Un senso di miglioramento
Che cosa significa migliorare? È solo una misura razionale per aumentare la produttività o è un processo creativo con cui scoprire se stessi?

Il mio rapporto con parole come miglioramento, valutazione e progresso è da tempo immemorabile assai conflittuale.
In una concezione lineare e, per così dire, teologica del tempo – come quella in cui, forse senza quasi più accorgercene, continuiamo a restare immersi – migliorare è la conseguenza di un fine ultimo posto all’estremità del tempo stesso: è un imperativo, una necessità, una costante esistenziale senza la quale la promessa di un senso ultraterreno non avrebbe alcun significato. Max Weber ha svolto in questo ambito interessanti analisi.
Ma andando a scartabellare fra le pieghe della sua etimologia, ho trovato anche che il concetto di miglioramento ha una sicura relazione con il greco màilon o màllon, il quale, tra gli altri significati, indica il più forte; per aprire nella forma superlativa la strada verso magnus, vale a dire ciò che domina. Cosicché il miglioramento assume i tratti di un’azione, per esempio, di «conquista del mercato» o di «difesa dei valori».
Nello stesso dizionario, tuttavia, il concetto di meglio offre suggestioni che si rifanno alla parola nuovamente greca meília, da cui deriverebbe miele: rendendo migliore semplicemente ciò che diletta e rallegra, ciò che rende caro qualcosa. Ecco allora che migliorare la vita o il lavoro si verrebbe a configurare come un atto di disponibilità alla gioia; come un processo di scoperta per ciò che abbiamo di più caro e dunque di affine alla nostra personalità. Detto in modo più creativo: che va costituendo il senso della nostra identità, in un processo dinamico, spesso non lineare, dal quale il valore emerge in conseguenza al nostro appassionato impegno.

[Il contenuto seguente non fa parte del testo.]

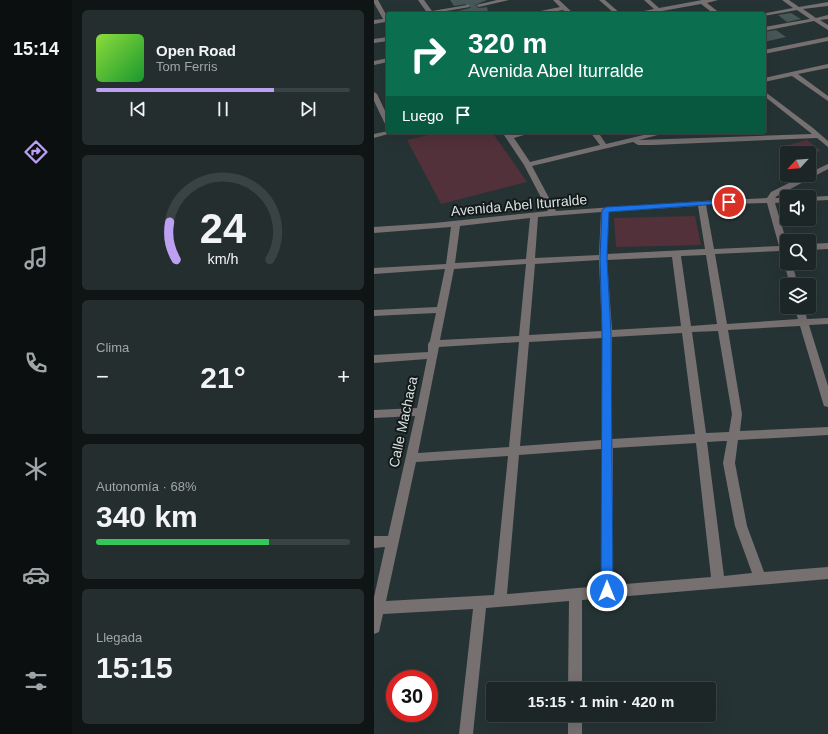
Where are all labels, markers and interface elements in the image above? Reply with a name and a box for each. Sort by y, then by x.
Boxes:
icon: right [402,28,454,80]
text: 320 m [468,28,547,59]
text: 15:14 [13,39,59,59]
text: Open Road [156,42,236,59]
text: Tom Ferris [156,59,217,74]
text: Avenida Abel Iturralde [468,61,644,81]
icon: previous [127,98,149,120]
icon: pause [212,98,234,120]
icon: next [297,98,319,120]
icon: arrive [452,104,474,126]
text: Luego [402,107,444,124]
icon: directions [22,138,50,166]
north arrow [780,146,816,182]
map controls [780,146,816,314]
pin [712,185,746,219]
button: sound [780,190,816,226]
street label: Avenida Abel Iturralde [450,191,588,219]
icon: arrive [718,191,740,213]
text: 24 [200,205,246,252]
button: search [780,234,816,270]
icon: music [22,244,50,272]
text: km/h [208,251,239,267]
button: layers [780,278,816,314]
text: Clima [96,340,129,355]
icon: phone [22,349,50,377]
text: 21° [200,361,246,394]
text: − [96,364,109,389]
text: + [337,364,350,389]
street label: Calle Machaca [386,375,420,469]
icon: climate [22,455,50,483]
text: Autonomía · 68% [96,479,196,494]
text: 340 km [96,500,198,533]
icon: car [22,561,50,589]
position arrow [586,570,628,612]
text: Llegada [96,630,142,645]
text: 15:15 [96,651,173,684]
icon: filters [22,667,50,695]
speed limit sign: 30 [386,670,438,722]
text: 15:15 · 1 min · 420 m [528,693,674,710]

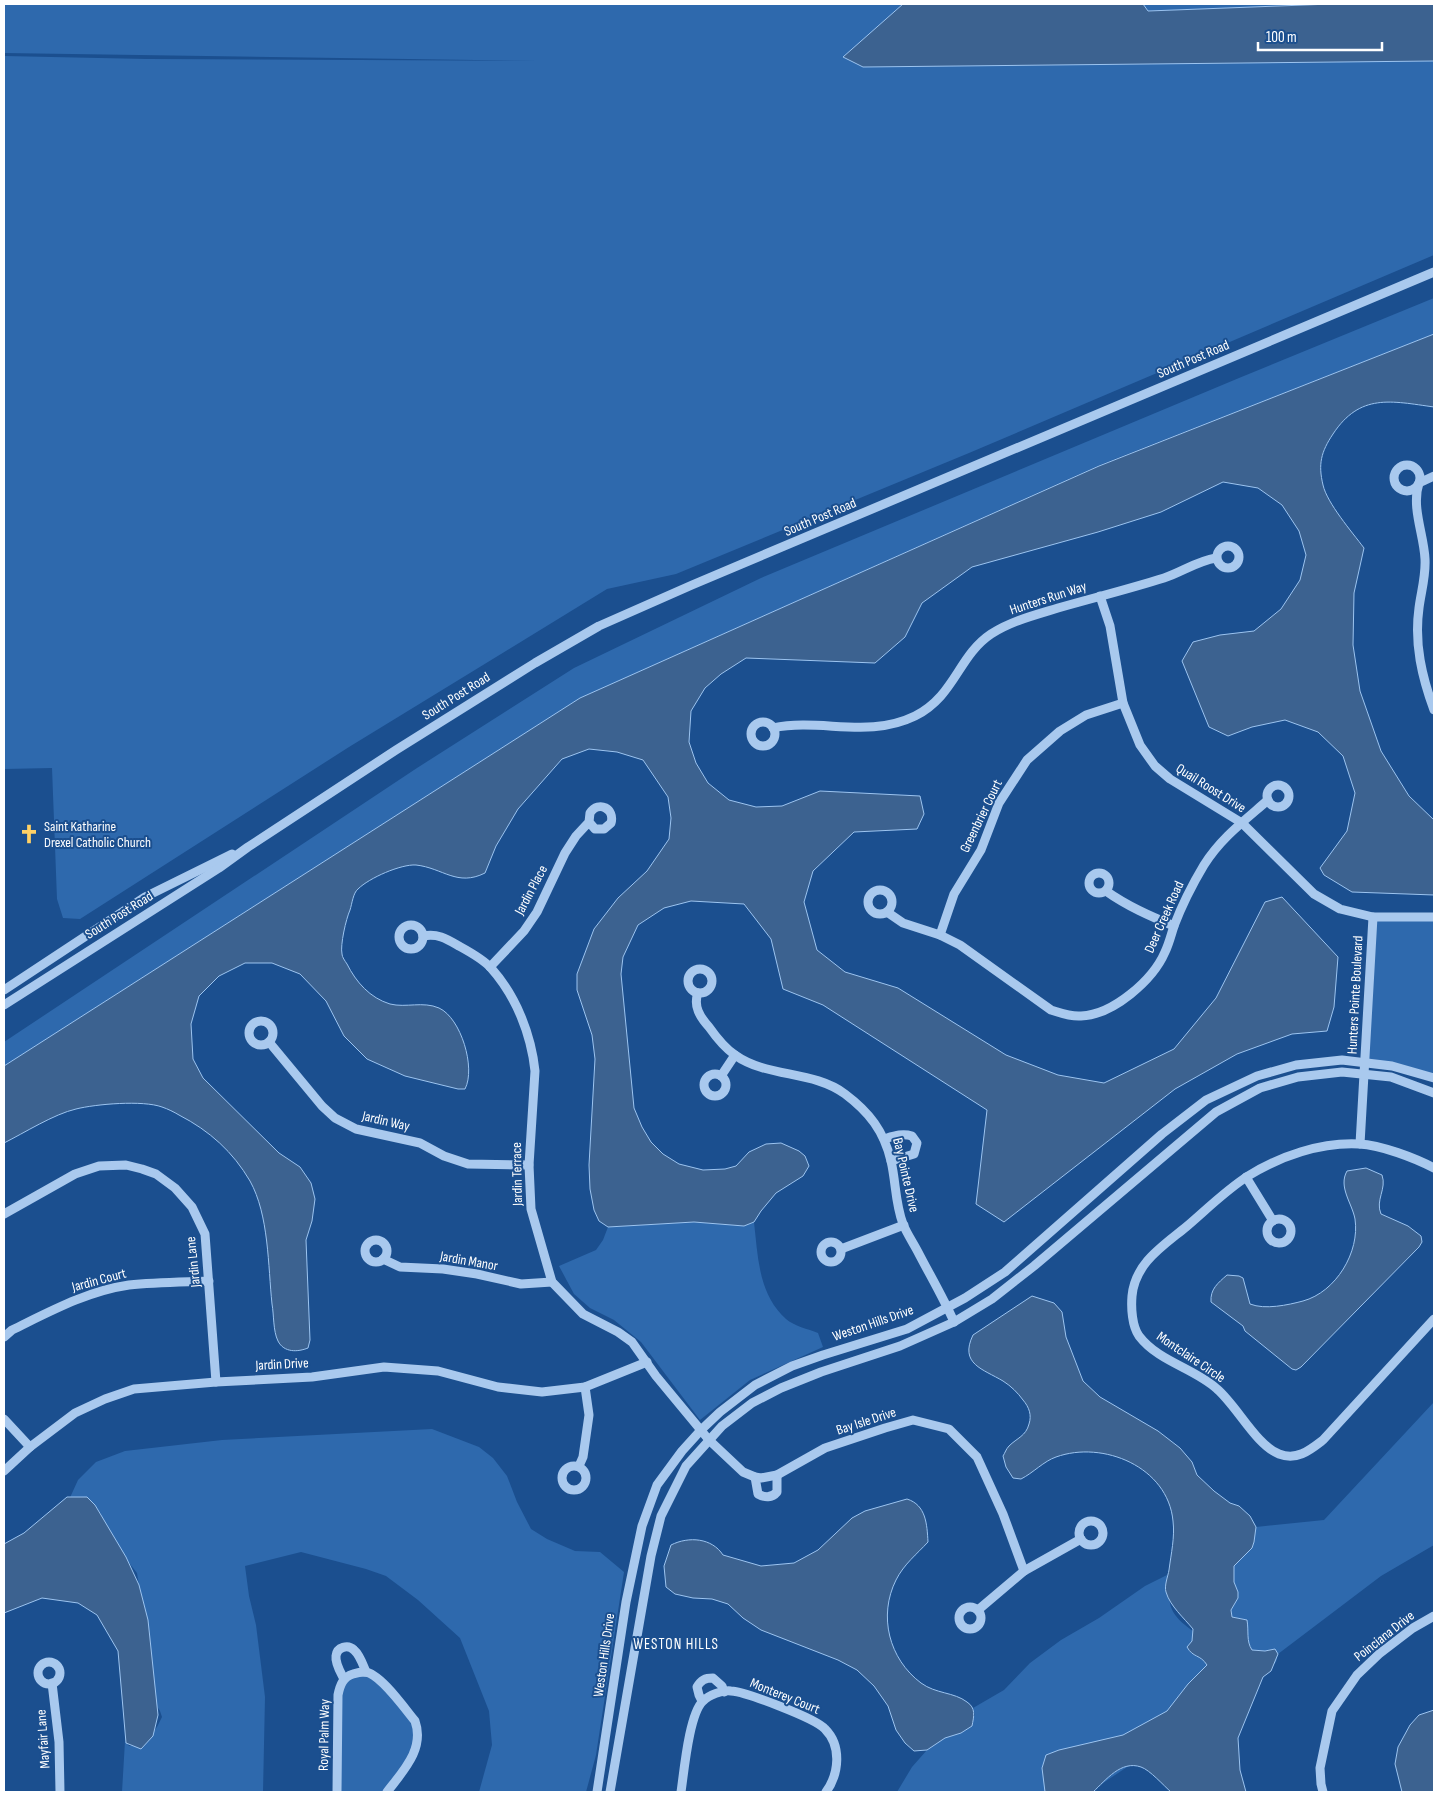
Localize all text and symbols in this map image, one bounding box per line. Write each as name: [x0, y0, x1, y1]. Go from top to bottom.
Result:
scale bar: [1258, 20, 1382, 52]
text: 100 m: [1266, 28, 1297, 47]
street label: South Post Road: [1154, 336, 1232, 382]
street label: South Post Road: [781, 494, 859, 540]
street label: Hunters Run Way: [1007, 577, 1089, 618]
street label: South Post Road: [419, 668, 493, 724]
street label: Quail Roost Drive: [1173, 760, 1249, 816]
street label: Greenbrier Court: [956, 777, 1006, 855]
place label: Saint Katharine Drexel Catholic Church: [44, 818, 151, 851]
church icon: Saint Katharine Drexel Catholic Church: [18, 823, 40, 845]
street label: Jardin Place: [510, 862, 551, 919]
street label: Deer Creek Road: [1141, 878, 1188, 956]
street label: South Post Road: [82, 887, 156, 943]
street label: Hunters Pointe Boulevard: [1343, 935, 1367, 1055]
street label: Jardin Way: [360, 1107, 412, 1135]
street label: Bay Pointe Drive: [889, 1136, 923, 1214]
street label: Jardin Terrace: [508, 1142, 526, 1207]
street label: Jardin Lane: [182, 1236, 204, 1289]
street label: Jardin Manor: [438, 1247, 499, 1274]
street label: Jardin Court: [69, 1265, 128, 1296]
street label: Weston Hills Drive: [830, 1301, 916, 1345]
street label: Montclaire Circle: [1153, 1328, 1229, 1386]
street label: Jardin Drive: [254, 1354, 309, 1374]
street label: Bay Isle Drive: [834, 1403, 898, 1439]
street label: Poinciana Drive: [1350, 1607, 1418, 1665]
street label: Weston Hills Drive: [590, 1612, 618, 1698]
district label: WESTON HILLS: [633, 1635, 719, 1654]
street label: Monterey Court: [748, 1674, 822, 1718]
street label: Royal Palm Way: [315, 1698, 333, 1771]
street label: Mayfair Lane: [32, 1709, 54, 1769]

Quale sia il senso del miglioramento, allora, potrebbe essere posto con una domanda. Vogliamo migliorare intendendo con questo una sfida, una ricerca, una scoperta rivolta verso le nostre più interiori capacità di immaginare la vita? O vogliamo accovacciarci sotto l’ala di un’autorità che decreti il nostro miglioramento con l’accumulo di punti premio al supermercato dell’esistenza?
«…Pensi di dover volere più di quello di cui hai bisogno, finché non avrai tutto non sarai libero» – recita con fare critico Society di Eddie Vedder, di cui vi invito a godervi il video e che trovate qui tradotta. Non ho una risposta definitiva, ma il senso che do al miglioramento non è certamente una mera misura di produttività arrivata, io credo, al suo estremo capolinea.